*What you have to do*. This task calls for copying every line of the records that includes the word "Pratap".

** Opening Material for this exercise block **

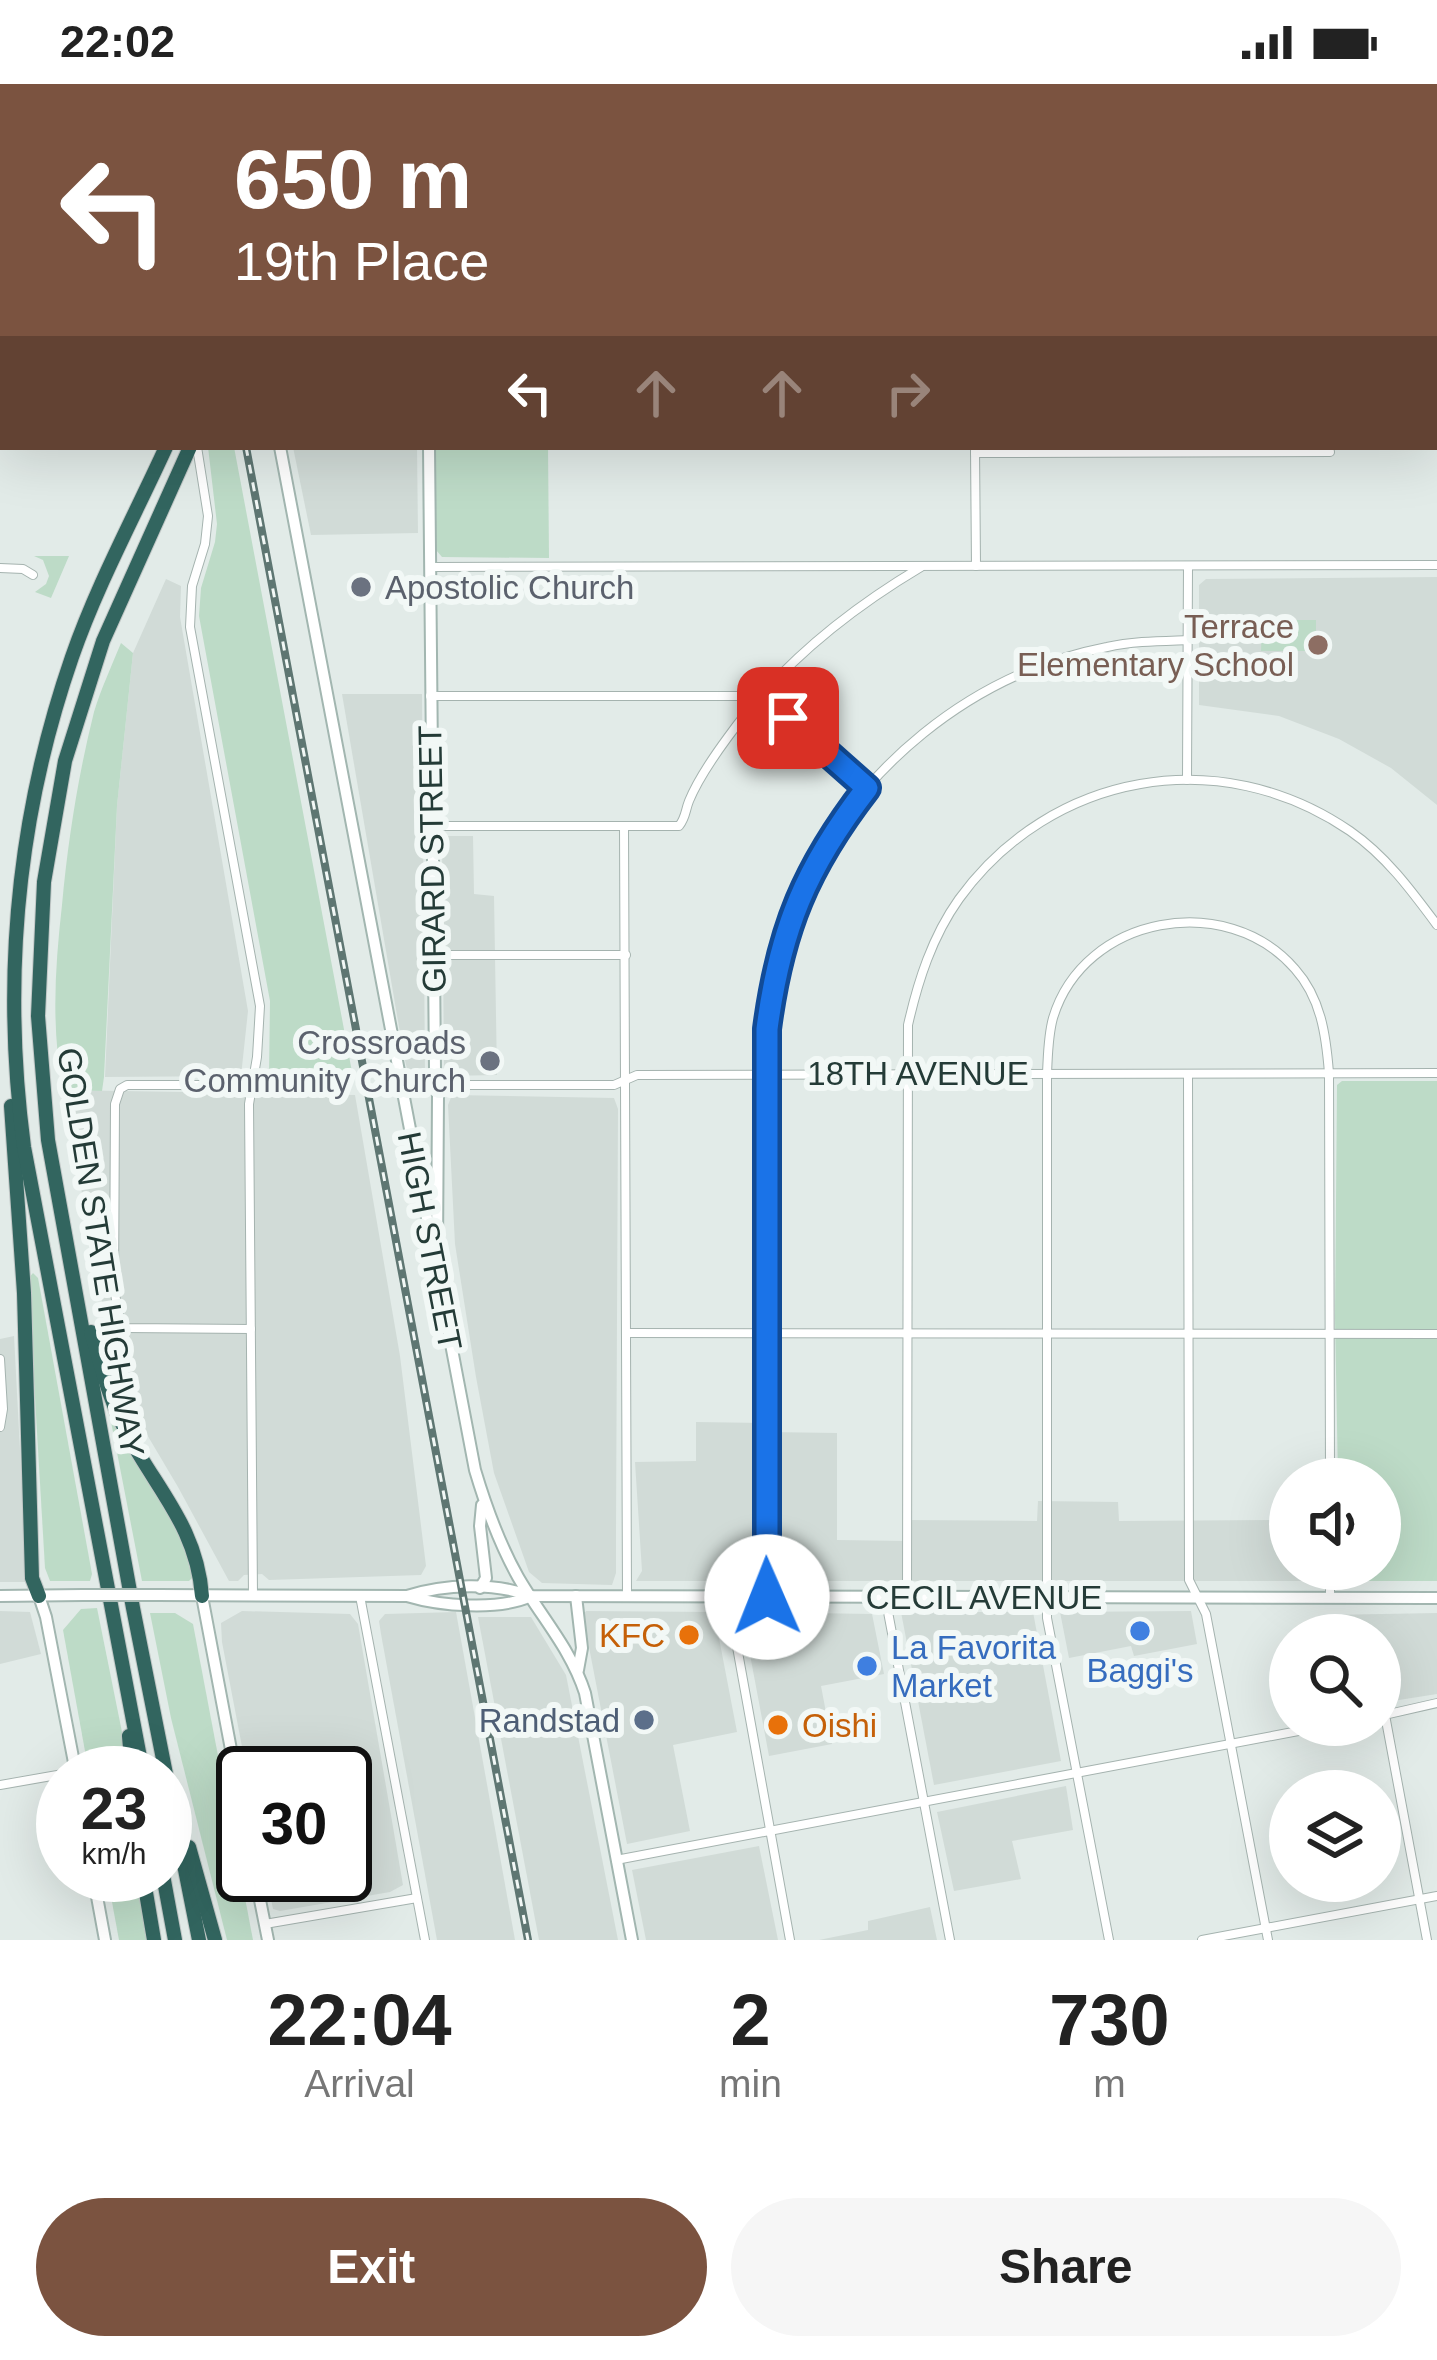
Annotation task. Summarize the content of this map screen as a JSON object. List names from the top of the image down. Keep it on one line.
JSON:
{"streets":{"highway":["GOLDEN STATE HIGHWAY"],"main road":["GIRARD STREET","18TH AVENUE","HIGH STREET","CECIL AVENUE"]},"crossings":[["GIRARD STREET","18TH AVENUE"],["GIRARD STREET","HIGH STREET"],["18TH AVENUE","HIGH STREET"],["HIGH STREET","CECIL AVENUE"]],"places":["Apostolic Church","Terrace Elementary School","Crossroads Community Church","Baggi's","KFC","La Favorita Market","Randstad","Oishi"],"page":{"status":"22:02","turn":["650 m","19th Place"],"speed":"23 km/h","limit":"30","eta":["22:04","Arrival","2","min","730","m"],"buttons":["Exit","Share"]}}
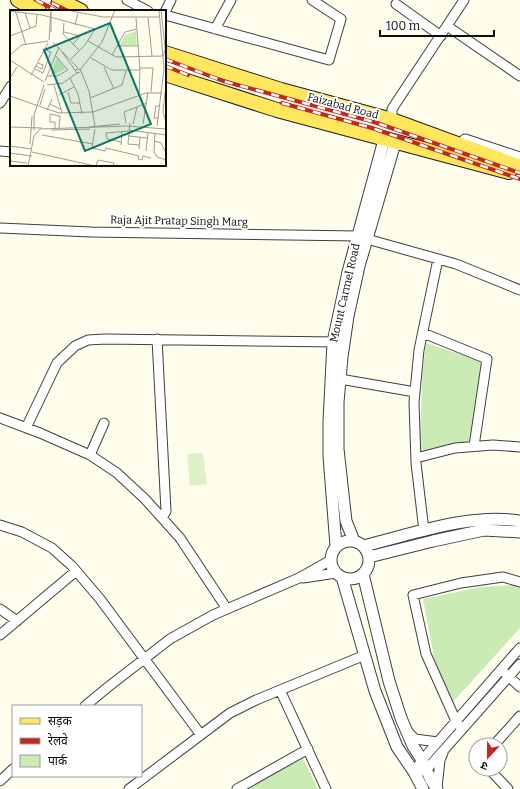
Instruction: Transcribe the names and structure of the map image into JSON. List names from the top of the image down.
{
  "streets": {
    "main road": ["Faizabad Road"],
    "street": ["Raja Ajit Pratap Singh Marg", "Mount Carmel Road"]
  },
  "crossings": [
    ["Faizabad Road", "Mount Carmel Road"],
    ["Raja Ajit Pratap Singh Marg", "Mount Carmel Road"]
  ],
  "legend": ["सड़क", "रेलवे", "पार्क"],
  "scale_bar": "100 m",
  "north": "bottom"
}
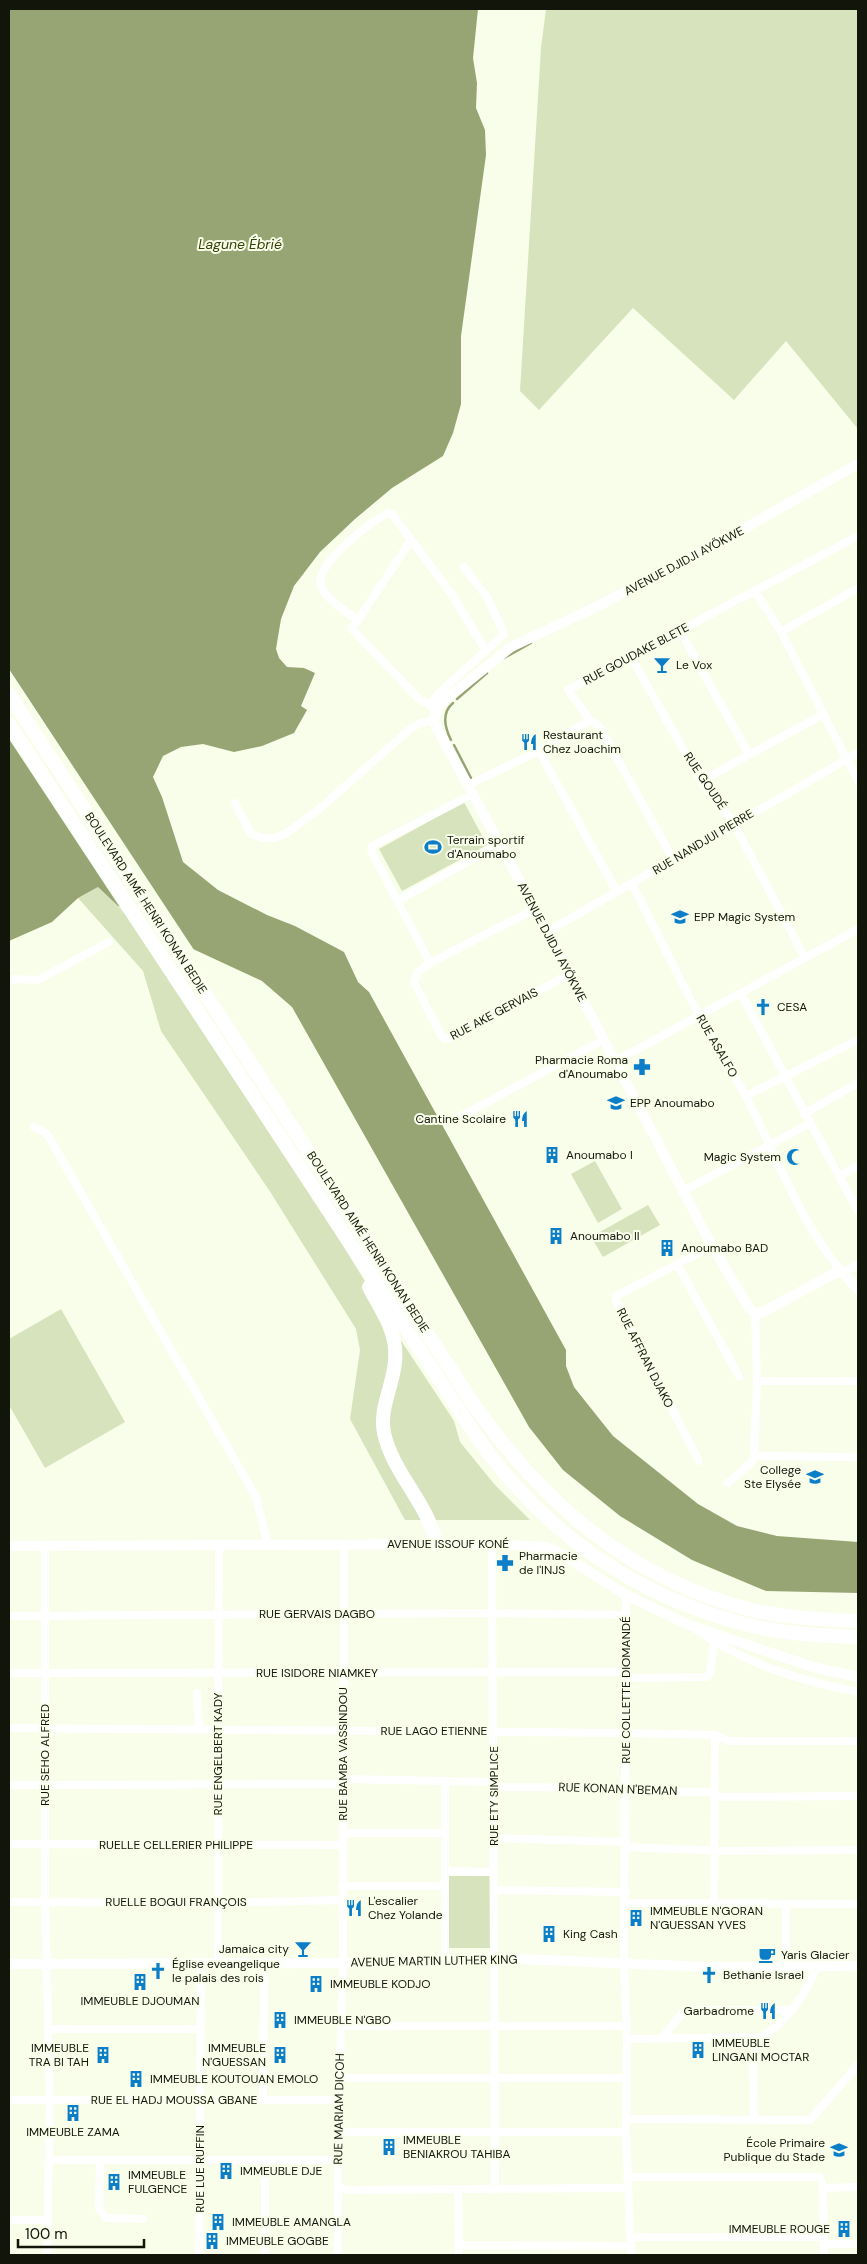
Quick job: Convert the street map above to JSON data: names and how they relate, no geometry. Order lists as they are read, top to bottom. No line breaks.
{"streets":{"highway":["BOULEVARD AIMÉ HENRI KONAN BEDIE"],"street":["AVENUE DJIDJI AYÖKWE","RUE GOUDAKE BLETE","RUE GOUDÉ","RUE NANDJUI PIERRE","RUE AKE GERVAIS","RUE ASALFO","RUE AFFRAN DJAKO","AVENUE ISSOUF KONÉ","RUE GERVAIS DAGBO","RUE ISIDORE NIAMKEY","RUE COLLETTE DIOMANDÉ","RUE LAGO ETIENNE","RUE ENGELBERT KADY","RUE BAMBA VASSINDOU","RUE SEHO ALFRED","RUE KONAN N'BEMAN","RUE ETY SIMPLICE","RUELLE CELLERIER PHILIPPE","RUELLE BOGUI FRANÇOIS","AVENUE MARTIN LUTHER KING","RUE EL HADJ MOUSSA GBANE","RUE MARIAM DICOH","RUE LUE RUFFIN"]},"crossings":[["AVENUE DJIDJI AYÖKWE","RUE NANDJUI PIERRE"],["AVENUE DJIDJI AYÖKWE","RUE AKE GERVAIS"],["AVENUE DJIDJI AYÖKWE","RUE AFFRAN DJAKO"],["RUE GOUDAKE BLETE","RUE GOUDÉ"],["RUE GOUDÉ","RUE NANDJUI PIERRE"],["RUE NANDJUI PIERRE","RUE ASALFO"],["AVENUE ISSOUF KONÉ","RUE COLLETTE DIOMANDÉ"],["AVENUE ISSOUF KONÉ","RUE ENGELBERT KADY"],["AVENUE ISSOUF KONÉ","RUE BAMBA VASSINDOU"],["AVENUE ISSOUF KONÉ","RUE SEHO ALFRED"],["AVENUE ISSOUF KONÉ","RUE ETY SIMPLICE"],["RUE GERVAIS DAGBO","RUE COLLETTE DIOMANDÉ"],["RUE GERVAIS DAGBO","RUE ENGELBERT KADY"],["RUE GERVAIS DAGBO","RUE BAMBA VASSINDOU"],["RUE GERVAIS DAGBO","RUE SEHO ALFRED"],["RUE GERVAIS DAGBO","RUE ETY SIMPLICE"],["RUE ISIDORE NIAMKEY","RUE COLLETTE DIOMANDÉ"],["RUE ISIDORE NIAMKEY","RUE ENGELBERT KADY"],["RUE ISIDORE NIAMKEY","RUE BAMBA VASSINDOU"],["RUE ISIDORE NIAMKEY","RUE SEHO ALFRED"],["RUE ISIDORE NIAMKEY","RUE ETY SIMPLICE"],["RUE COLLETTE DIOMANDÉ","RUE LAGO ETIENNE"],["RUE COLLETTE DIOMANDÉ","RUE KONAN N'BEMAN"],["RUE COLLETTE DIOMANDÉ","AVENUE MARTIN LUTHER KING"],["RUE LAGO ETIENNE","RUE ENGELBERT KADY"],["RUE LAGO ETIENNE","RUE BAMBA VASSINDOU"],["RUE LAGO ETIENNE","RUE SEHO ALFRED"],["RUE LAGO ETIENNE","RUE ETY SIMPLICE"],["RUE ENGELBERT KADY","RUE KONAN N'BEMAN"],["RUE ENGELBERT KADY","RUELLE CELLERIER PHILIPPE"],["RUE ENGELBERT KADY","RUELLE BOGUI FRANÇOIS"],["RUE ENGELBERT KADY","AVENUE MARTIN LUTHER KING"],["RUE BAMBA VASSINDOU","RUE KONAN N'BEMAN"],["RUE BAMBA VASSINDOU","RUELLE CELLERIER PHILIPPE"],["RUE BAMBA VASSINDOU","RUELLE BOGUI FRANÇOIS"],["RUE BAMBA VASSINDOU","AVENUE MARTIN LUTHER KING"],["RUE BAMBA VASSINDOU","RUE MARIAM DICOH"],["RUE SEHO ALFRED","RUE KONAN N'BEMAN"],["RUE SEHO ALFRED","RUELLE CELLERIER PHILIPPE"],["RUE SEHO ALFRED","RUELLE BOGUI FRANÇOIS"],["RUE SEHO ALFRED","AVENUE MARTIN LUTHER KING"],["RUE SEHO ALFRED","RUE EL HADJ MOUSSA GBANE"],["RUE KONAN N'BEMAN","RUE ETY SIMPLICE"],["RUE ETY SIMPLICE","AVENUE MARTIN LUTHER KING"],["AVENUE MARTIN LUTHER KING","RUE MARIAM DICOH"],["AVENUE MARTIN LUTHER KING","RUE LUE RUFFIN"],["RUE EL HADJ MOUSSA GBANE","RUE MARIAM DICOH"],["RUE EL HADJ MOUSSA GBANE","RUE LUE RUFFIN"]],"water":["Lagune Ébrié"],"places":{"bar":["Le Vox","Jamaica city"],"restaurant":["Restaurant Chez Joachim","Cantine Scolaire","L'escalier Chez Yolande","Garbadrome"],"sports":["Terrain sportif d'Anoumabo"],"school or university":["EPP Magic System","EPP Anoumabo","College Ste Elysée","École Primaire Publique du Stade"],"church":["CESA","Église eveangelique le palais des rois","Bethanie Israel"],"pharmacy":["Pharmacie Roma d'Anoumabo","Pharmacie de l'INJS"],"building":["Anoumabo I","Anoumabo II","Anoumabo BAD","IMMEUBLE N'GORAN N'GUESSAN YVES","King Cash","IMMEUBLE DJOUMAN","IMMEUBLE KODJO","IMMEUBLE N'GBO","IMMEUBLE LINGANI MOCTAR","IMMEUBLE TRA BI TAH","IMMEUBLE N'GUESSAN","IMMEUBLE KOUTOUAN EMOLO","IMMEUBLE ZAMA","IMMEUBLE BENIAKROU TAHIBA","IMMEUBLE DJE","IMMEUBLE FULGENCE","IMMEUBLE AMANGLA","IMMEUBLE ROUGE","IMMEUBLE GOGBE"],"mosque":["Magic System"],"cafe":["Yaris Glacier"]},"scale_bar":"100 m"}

** Closing Material for this exercise block **

*Output for this exercise*.
    "street": ["Raja Ajit Pratap Singh Marg", "Mount Carmel Road"]
    ["Raja Ajit Pratap Singh Marg", "Mount Carmel Road"]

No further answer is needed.